### [Your task]
Your answer must be an exact copy of the data below, minus any pictures.

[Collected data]
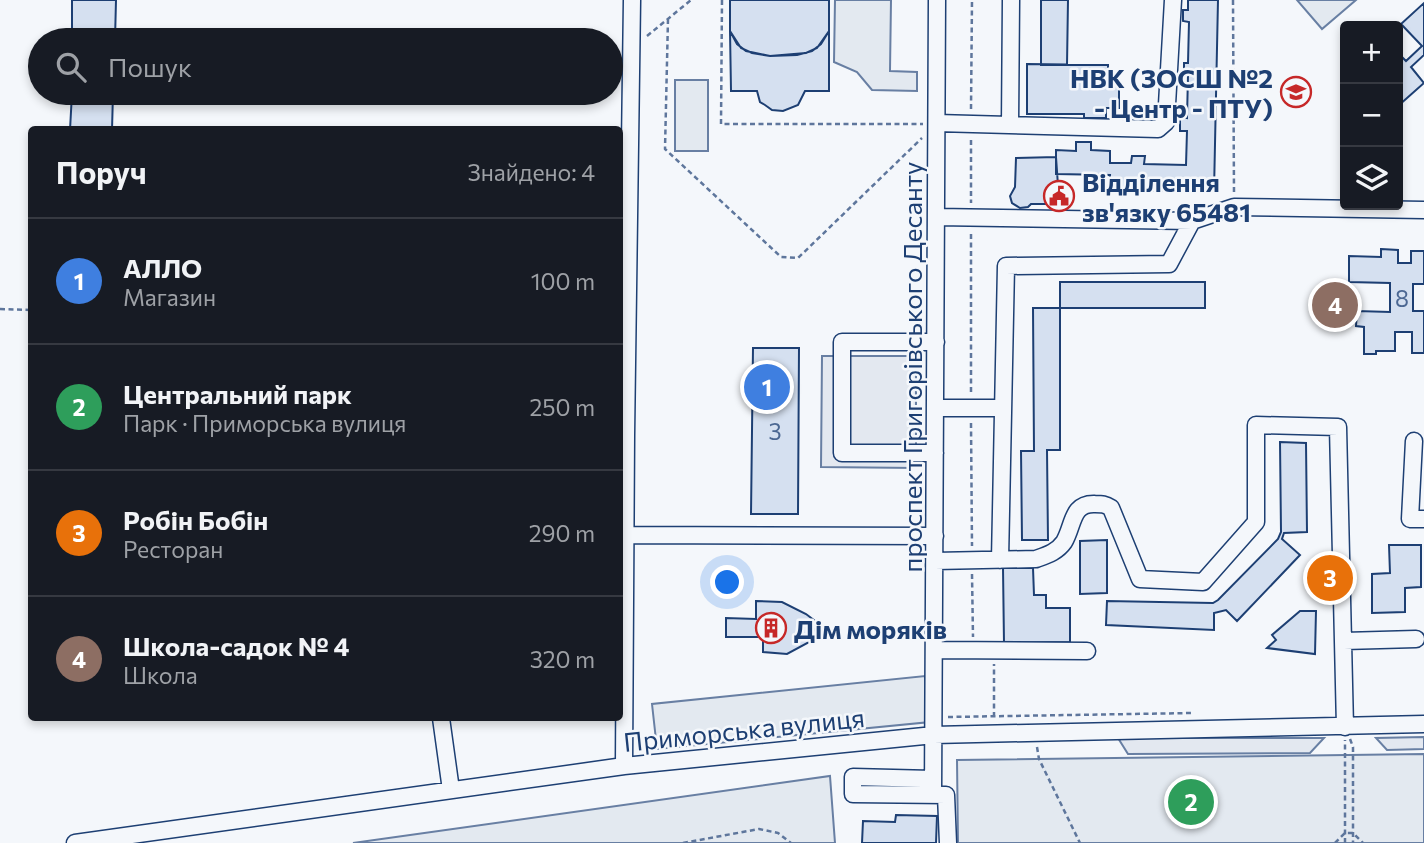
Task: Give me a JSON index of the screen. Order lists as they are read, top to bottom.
{
  "streets": {
    "street": ["проспект Григорівського Десанту", "Приморська вулиця"]
  },
  "crossings": [
    ["проспект Григорівського Десанту", "Приморська вулиця"]
  ],
  "places": {
    "school or university": ["НВК (ЗОСШ №2 - Центр - ПТУ)"],
    "public building": ["Відділення зв'язку 65481"],
    "building": ["Дім моряків"]
  },
  "house_numbers": ["8", "3"],
  "page": {
    "map_buttons": ["+", "−"],
    "search": "Пошук",
    "heading": ["Поруч", "Знайдено: 4"],
    "list": [
      {
        "mark": "1",
        "name": "АЛЛО",
        "note": "Магазин",
        "value": "100 m"
      },
      {
        "mark": "2",
        "name": "Центральний парк",
        "note": "Парк · Приморська вулиця",
        "value": "250 m"
      },
      {
        "mark": "3",
        "name": "Робін Бобін",
        "note": "Ресторан",
        "value": "290 m"
      },
      {
        "mark": "4",
        "name": "Школа-садок № 4",
        "note": "Школа",
        "value": "320 m"
      }
    ],
    "pins": [
      "4",
      "1",
      "3",
      "2"
    ]
  }
}
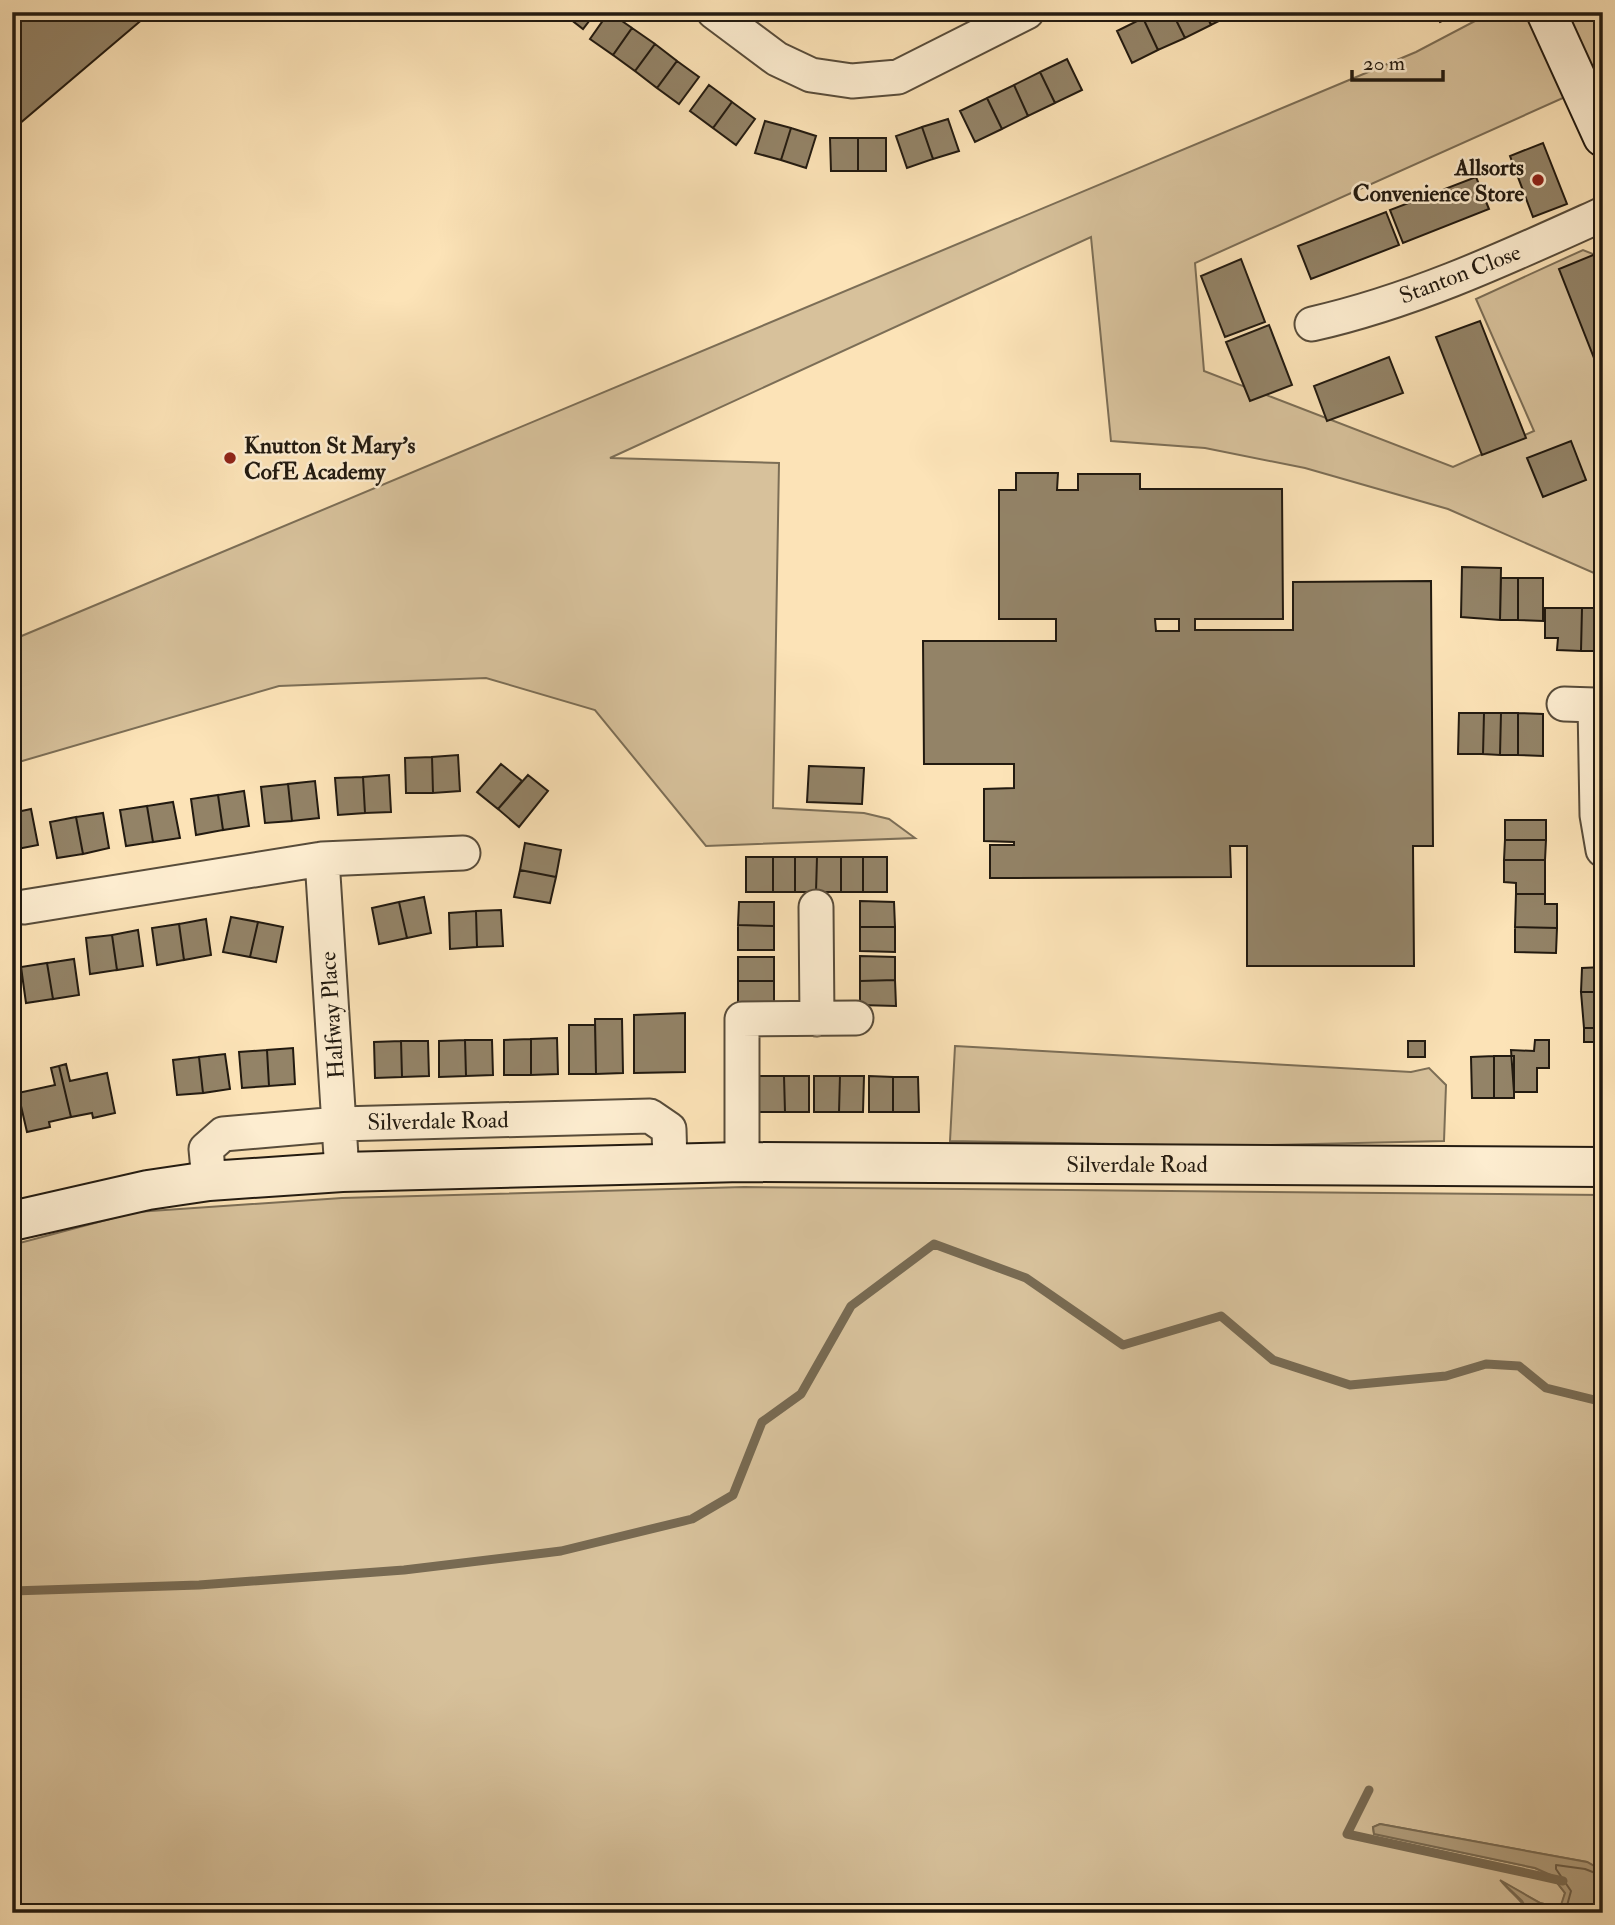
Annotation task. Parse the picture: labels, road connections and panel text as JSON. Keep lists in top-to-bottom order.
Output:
{
  "streets": {
    "main road": ["Silverdale Road"],
    "street": ["Stanton Close", "Halfway Place"]
  },
  "crossings": [
    ["Halfway Place", "Silverdale Road"]
  ],
  "places": ["Allsorts Convenience Store", "Knutton St Mary's CofE Academy"],
  "scale_bar": "20 m"
}
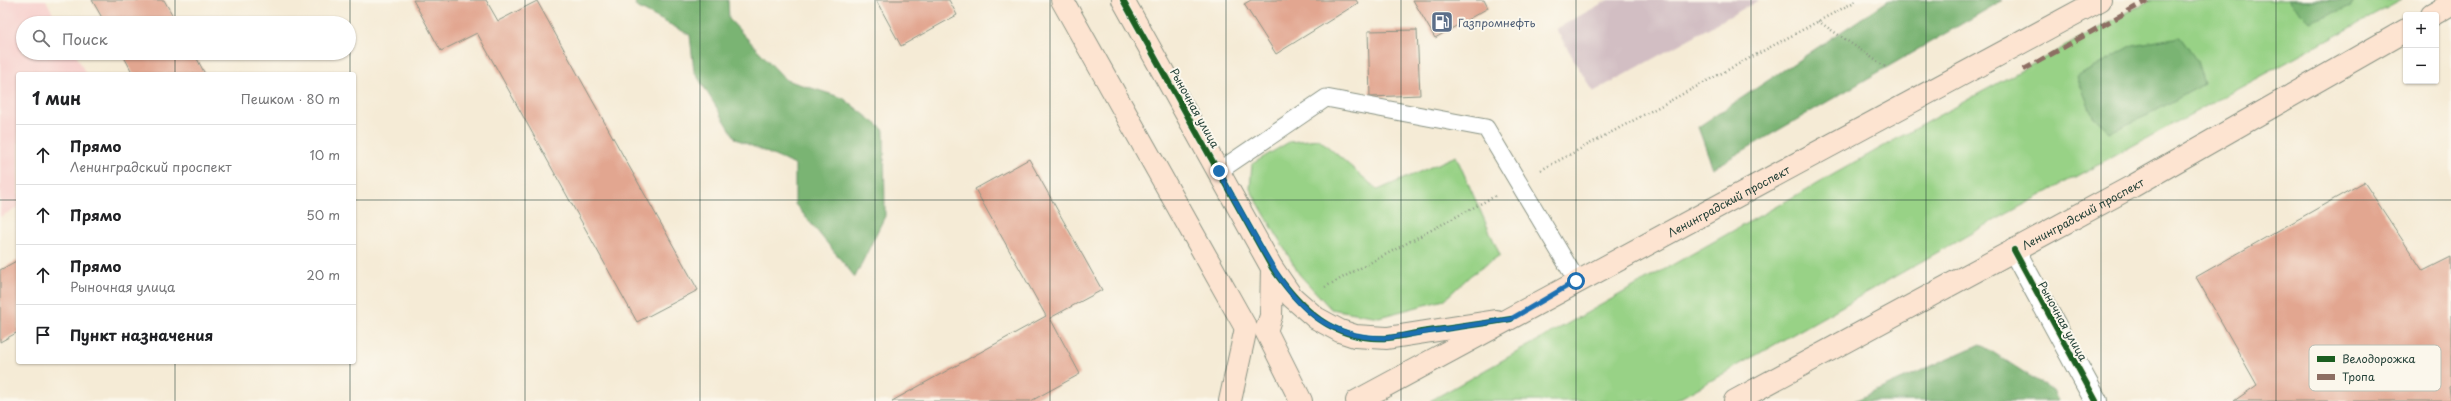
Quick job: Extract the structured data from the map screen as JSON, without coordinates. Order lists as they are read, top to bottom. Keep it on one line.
{"streets":{"main road":["Рыночная улица","Ленинградский проспект"]},"crossings":[["Рыночная улица","Ленинградский проспект"]],"places":{"fuel station":["Газпромнефть"]},"legend":["Велодорожка","Тропа"],"page":{"map_buttons":["+","−"],"search":"Поиск","heading":["1 мин","Пешком · 80 m"],"list":[["Прямо","Ленинградский проспект","10 m"],["Прямо","50 m"],["Прямо","Рыночная улица","20 m"],"Пункт назначения"]}}
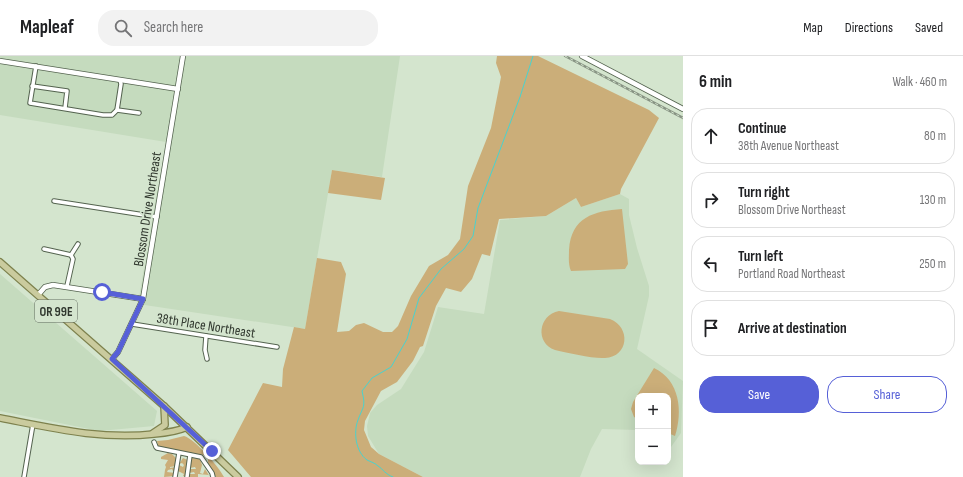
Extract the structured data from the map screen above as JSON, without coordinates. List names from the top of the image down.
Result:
{
  "streets": {
    "main road": ["OR 99E"],
    "street": ["Blossom Drive Northeast", "38th Place Northeast"]
  },
  "crossings": [
    ["Blossom Drive Northeast", "OR 99E"],
    ["Blossom Drive Northeast", "38th Place Northeast"]
  ],
  "page": {
    "header": "Mapleaf",
    "search": "Search here",
    "nav": ["Map", "Directions", "Saved"],
    "heading": ["6 min", "Walk · 460 m"],
    "list": [
      ["Continue", "38th Avenue Northeast", "80 m"],
      ["Turn right", "Blossom Drive Northeast", "130 m"],
      ["Turn left", "Portland Road Northeast", "250 m"],
      "Arrive at destination"
    ],
    "buttons": ["Save", "Share"],
    "map_buttons": ["+", "−"]
  }
}
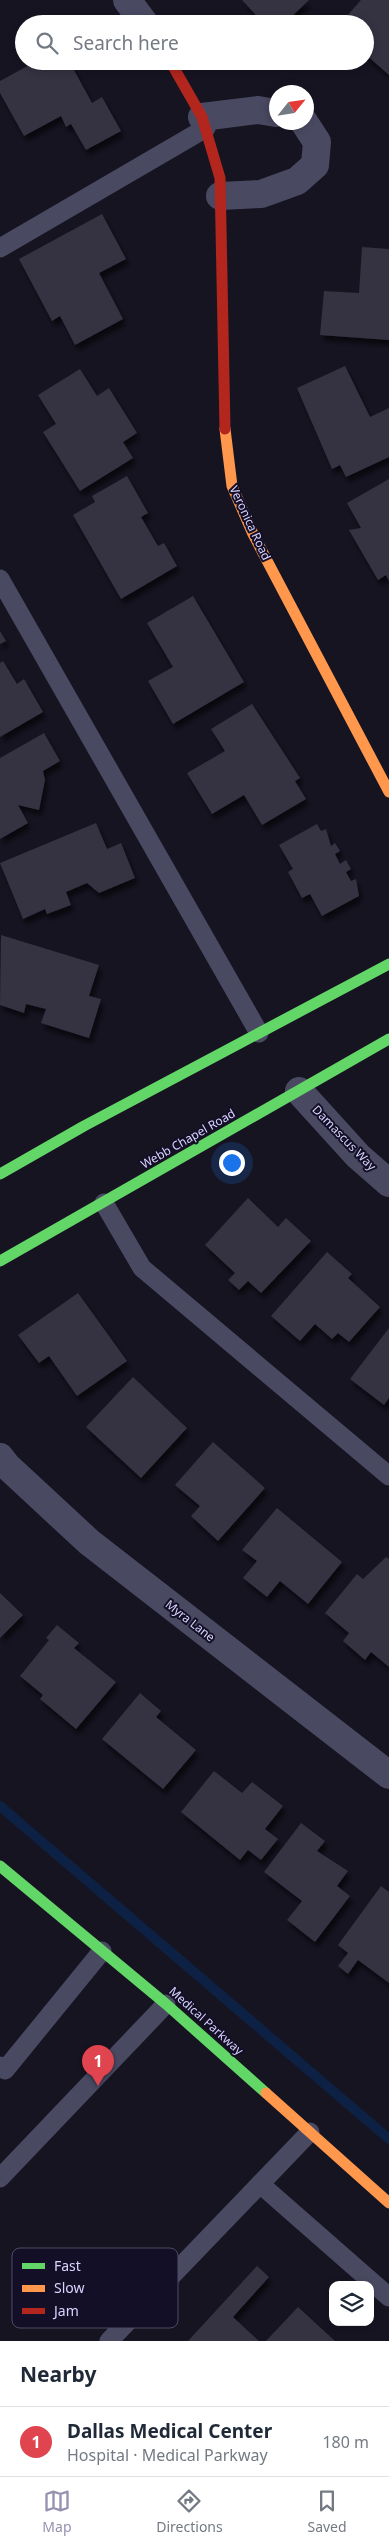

### [Output of the task]
Task: Give me a JSON index of the screen. Order lists as they are read, top to bottom.
{
  "streets": {
    "street": ["проспект Григорівського Десанту", "Приморська вулиця"]
  },
  "crossings": [
    ["проспект Григорівського Десанту", "Приморська вулиця"]
  ],
  "places": {
    "school or university": ["НВК (ЗОСШ №2 - Центр - ПТУ)"],
    "public building": ["Відділення зв'язку 65481"],
    "building": ["Дім моряків"]
  },
  "house_numbers": ["8", "3"],
  "page": {
    "map_buttons": ["+", "−"],
    "search": "Пошук",
    "heading": ["Поруч", "Знайдено: 4"],
    "list": [
      {
        "mark": "1",
        "name": "АЛЛО",
        "note": "Магазин",
        "value": "100 m"
      },
      {
        "mark": "2",
        "name": "Центральний парк",
        "note": "Парк · Приморська вулиця",
        "value": "250 m"
      },
      {
        "mark": "3",
        "name": "Робін Бобін",
        "note": "Ресторан",
        "value": "290 m"
      },
      {
        "mark": "4",
        "name": "Школа-садок № 4",
        "note": "Школа",
        "value": "320 m"
      }
    ],
    "pins": [
      "4",
      "1",
      "3",
      "2"
    ]
  }
}
Annotation task. Parse the picture: labels, road connections and panel text as JSON. Keep lists in top-to-bottom order.
Output:
{
  "streets": {
    "main road": ["Silverdale Road"],
    "street": ["Stanton Close", "Halfway Place"]
  },
  "crossings": [
    ["Halfway Place", "Silverdale Road"]
  ],
  "places": ["Allsorts Convenience Store", "Knutton St Mary's CofE Academy"],
  "scale_bar": "20 m"
}
Quick job: Extract the structured data from the map screen as JSON, without coordinates. Order lists as they are read, top to bottom. Keep it on one line.
{"streets":{"main road":["Рыночная улица","Ленинградский проспект"]},"crossings":[["Рыночная улица","Ленинградский проспект"]],"places":{"fuel station":["Газпромнефть"]},"legend":["Велодорожка","Тропа"],"page":{"map_buttons":["+","−"],"search":"Поиск","heading":["1 мин","Пешком · 80 m"],"list":[["Прямо","Ленинградский проспект","10 m"],["Прямо","50 m"],["Прямо","Рыночная улица","20 m"],"Пункт назначения"]}}
Extract the structured data from the map screen above as JSON, without coordinates. List names from the top of the image down.
Result:
{
  "streets": {
    "main road": ["OR 99E"],
    "street": ["Blossom Drive Northeast", "38th Place Northeast"]
  },
  "crossings": [
    ["Blossom Drive Northeast", "OR 99E"],
    ["Blossom Drive Northeast", "38th Place Northeast"]
  ],
  "page": {
    "header": "Mapleaf",
    "search": "Search here",
    "nav": ["Map", "Directions", "Saved"],
    "heading": ["6 min", "Walk · 460 m"],
    "list": [
      ["Continue", "38th Avenue Northeast", "80 m"],
      ["Turn right", "Blossom Drive Northeast", "130 m"],
      ["Turn left", "Portland Road Northeast", "250 m"],
      "Arrive at destination"
    ],
    "buttons": ["Save", "Share"],
    "map_buttons": ["+", "−"]
  }
}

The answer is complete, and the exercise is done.